━━━━━ EXCERPTED DATA ━━━━━

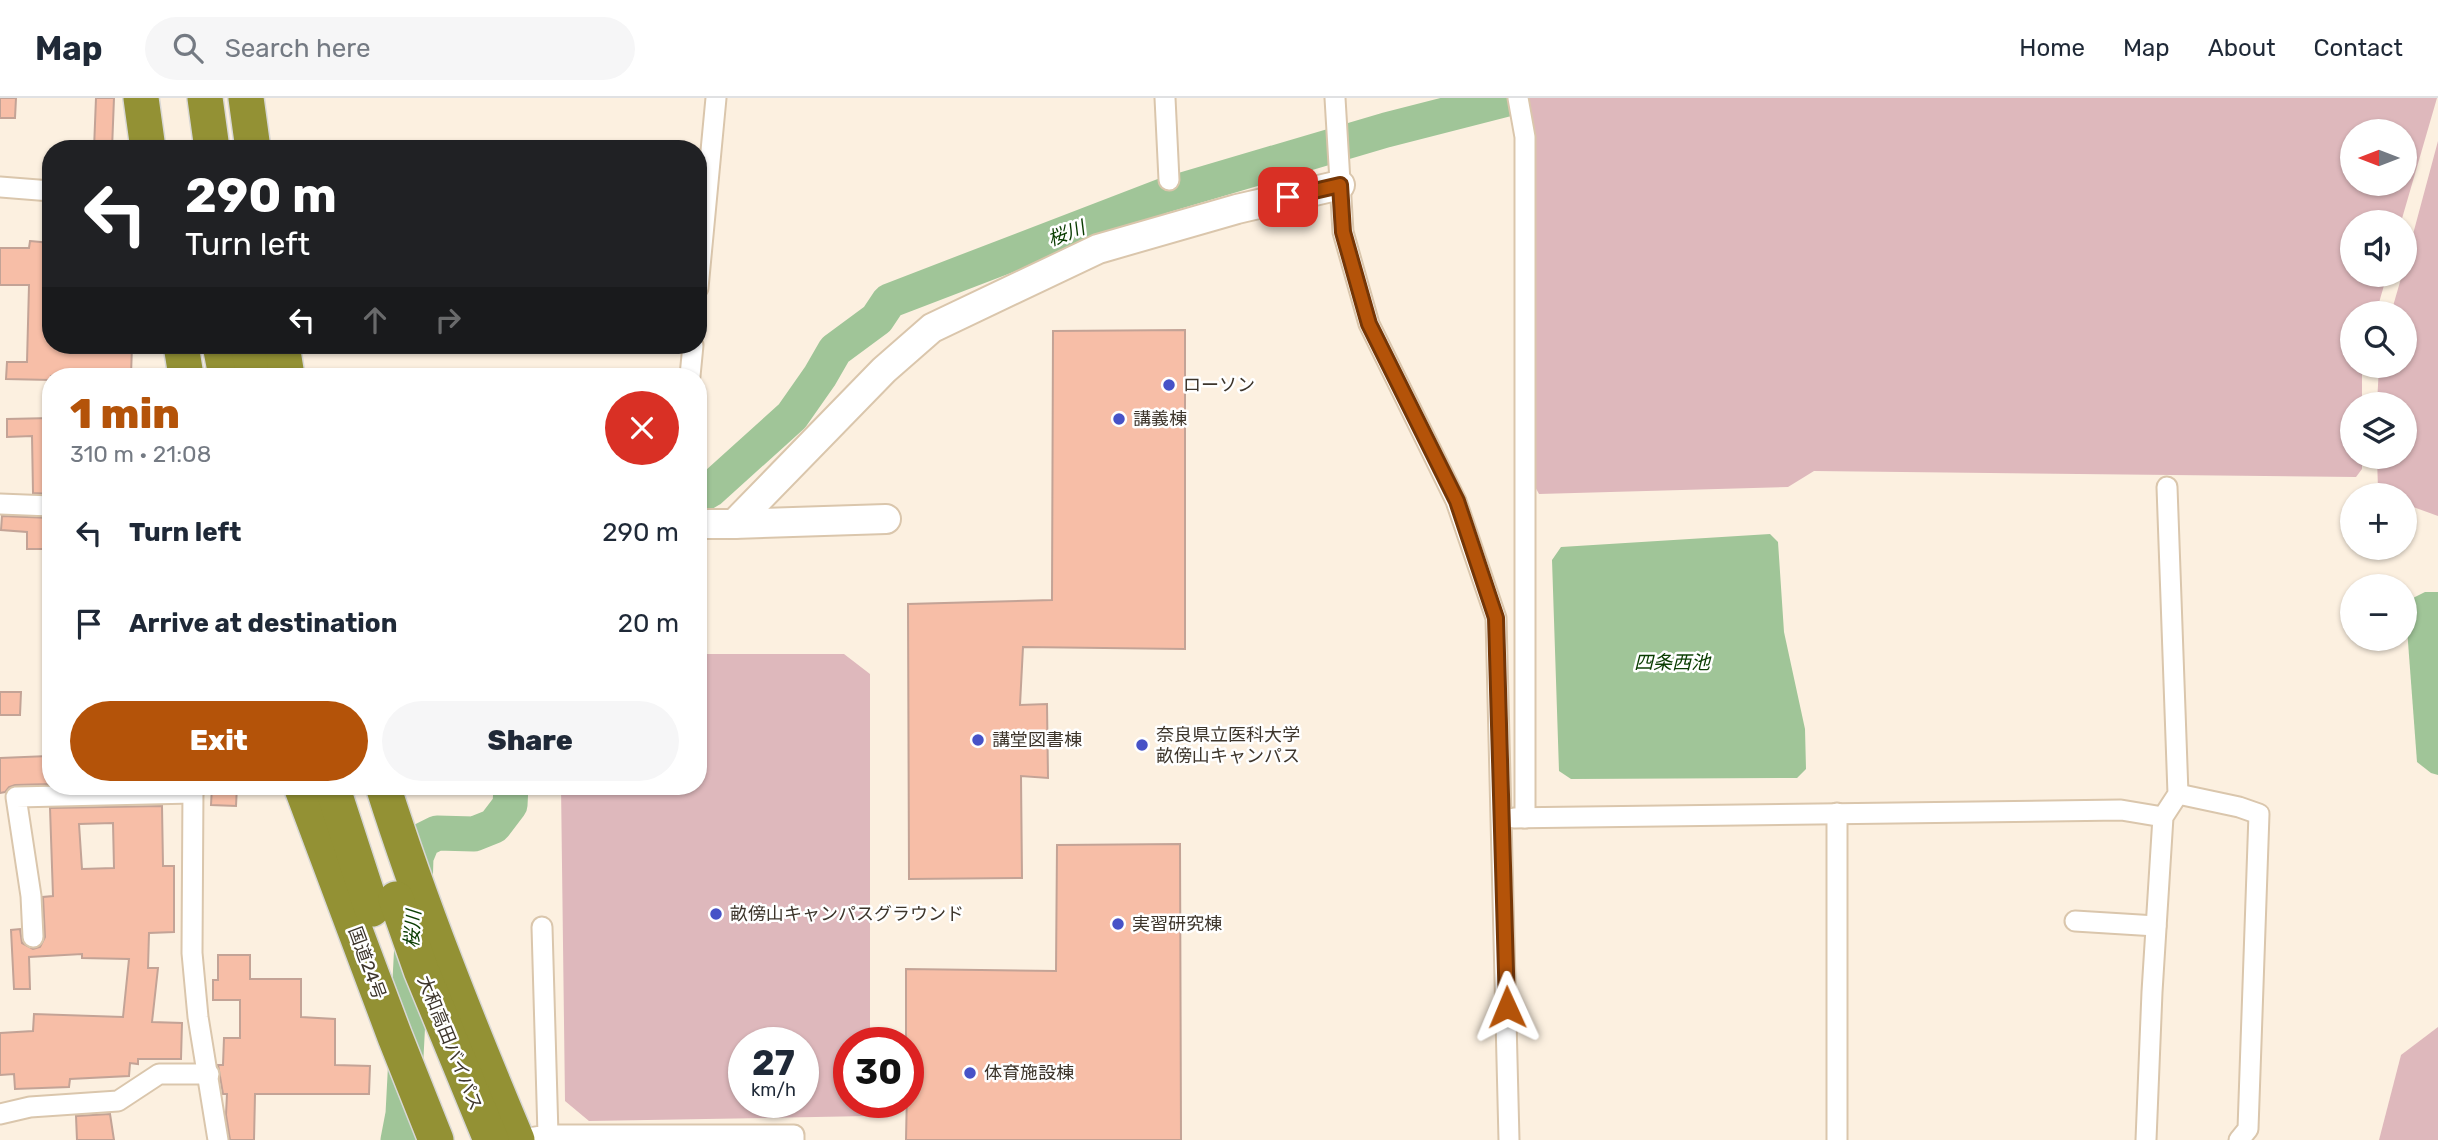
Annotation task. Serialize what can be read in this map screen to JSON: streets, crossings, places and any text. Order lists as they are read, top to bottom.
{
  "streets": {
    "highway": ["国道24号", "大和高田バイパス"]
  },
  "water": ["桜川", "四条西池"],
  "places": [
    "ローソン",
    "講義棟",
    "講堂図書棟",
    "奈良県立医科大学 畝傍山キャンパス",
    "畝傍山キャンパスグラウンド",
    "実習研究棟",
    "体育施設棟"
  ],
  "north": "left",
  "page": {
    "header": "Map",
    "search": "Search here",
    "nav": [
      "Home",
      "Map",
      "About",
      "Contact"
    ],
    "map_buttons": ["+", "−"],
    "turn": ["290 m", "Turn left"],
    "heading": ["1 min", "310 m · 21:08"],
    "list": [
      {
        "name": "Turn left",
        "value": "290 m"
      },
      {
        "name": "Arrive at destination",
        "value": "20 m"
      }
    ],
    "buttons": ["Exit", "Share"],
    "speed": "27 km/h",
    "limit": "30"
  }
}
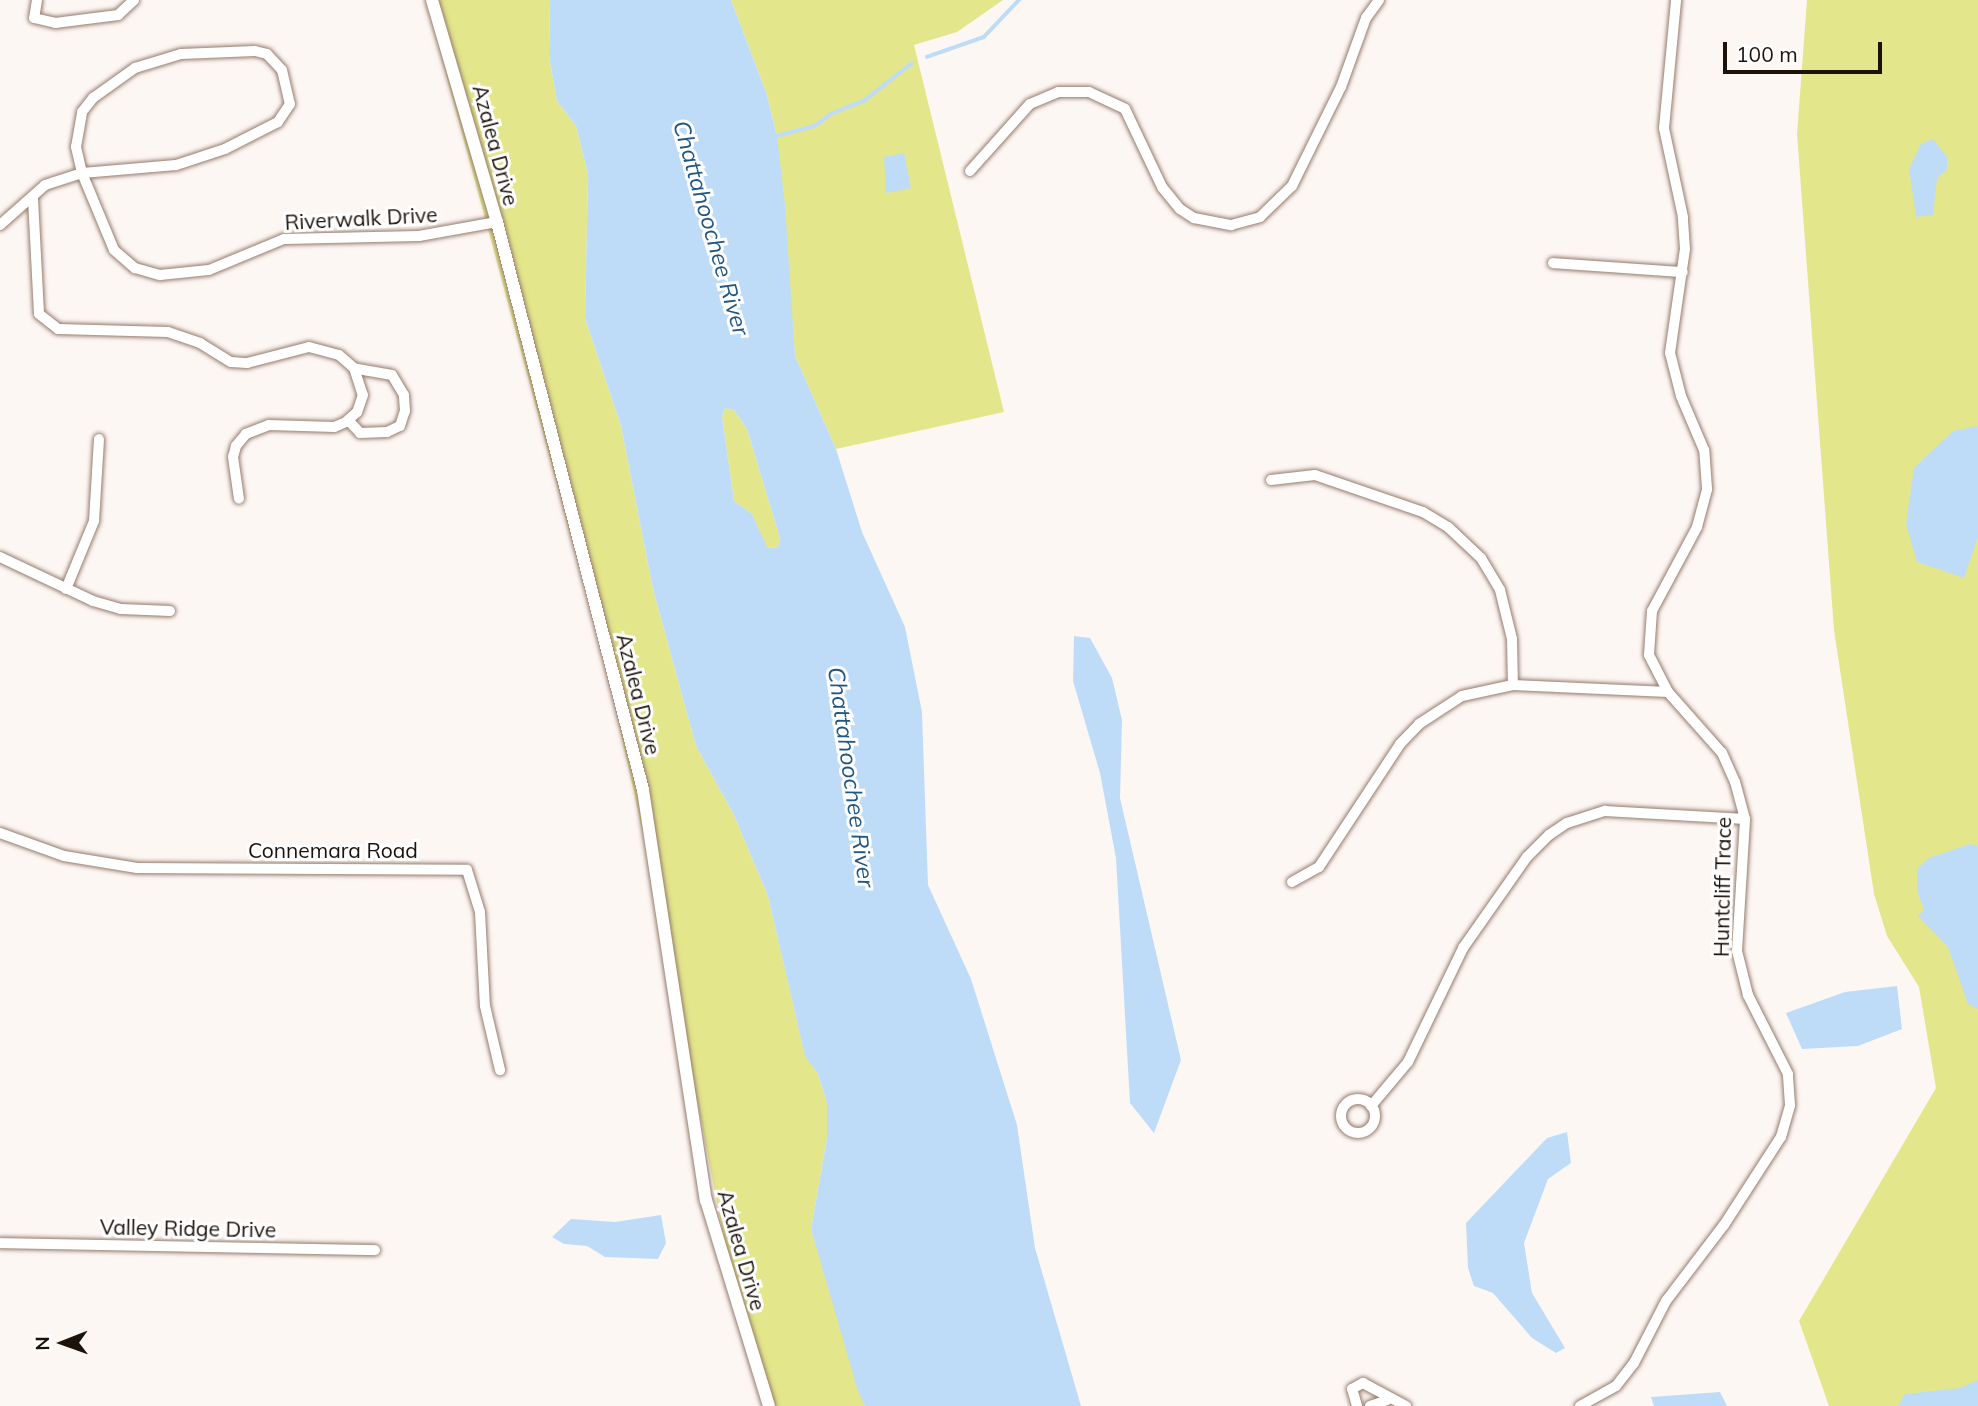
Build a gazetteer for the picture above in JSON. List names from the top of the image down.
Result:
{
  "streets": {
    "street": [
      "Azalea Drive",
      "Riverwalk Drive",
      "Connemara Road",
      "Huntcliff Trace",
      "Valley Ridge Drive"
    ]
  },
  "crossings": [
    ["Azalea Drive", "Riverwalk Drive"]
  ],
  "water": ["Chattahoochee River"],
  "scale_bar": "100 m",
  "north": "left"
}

━━━━━

● EXERCISE GOAL
A faithful copy of every entry is needed, omitting each image.

● RESULT FOR THIS EXERCISE
Annotation task. Serialize what can be read in this map screen to JSON: streets, crossings, places and any text. Order lists as they are read, top to bottom.
{
  "streets": {
    "highway": ["国道24号", "大和高田バイパス"]
  },
  "water": ["桜川", "四条西池"],
  "places": [
    "ローソン",
    "講義棟",
    "講堂図書棟",
    "奈良県立医科大学 畝傍山キャンパス",
    "畝傍山キャンパスグラウンド",
    "実習研究棟",
    "体育施設棟"
  ],
  "north": "left",
  "page": {
    "header": "Map",
    "search": "Search here",
    "nav": [
      "Home",
      "Map",
      "About",
      "Contact"
    ],
    "map_buttons": ["+", "−"],
    "turn": ["290 m", "Turn left"],
    "heading": ["1 min", "310 m · 21:08"],
    "list": [
      {
        "name": "Turn left",
        "value": "290 m"
      },
      {
        "name": "Arrive at destination",
        "value": "20 m"
      }
    ],
    "buttons": ["Exit", "Share"],
    "speed": "27 km/h",
    "limit": "30"
  }
}
Build a gazetteer for the picture above in JSON. List names from the top of the image down.
Result:
{
  "streets": {
    "street": [
      "Azalea Drive",
      "Riverwalk Drive",
      "Connemara Road",
      "Huntcliff Trace",
      "Valley Ridge Drive"
    ]
  },
  "crossings": [
    ["Azalea Drive", "Riverwalk Drive"]
  ],
  "water": ["Chattahoochee River"],
  "scale_bar": "100 m",
  "north": "left"
}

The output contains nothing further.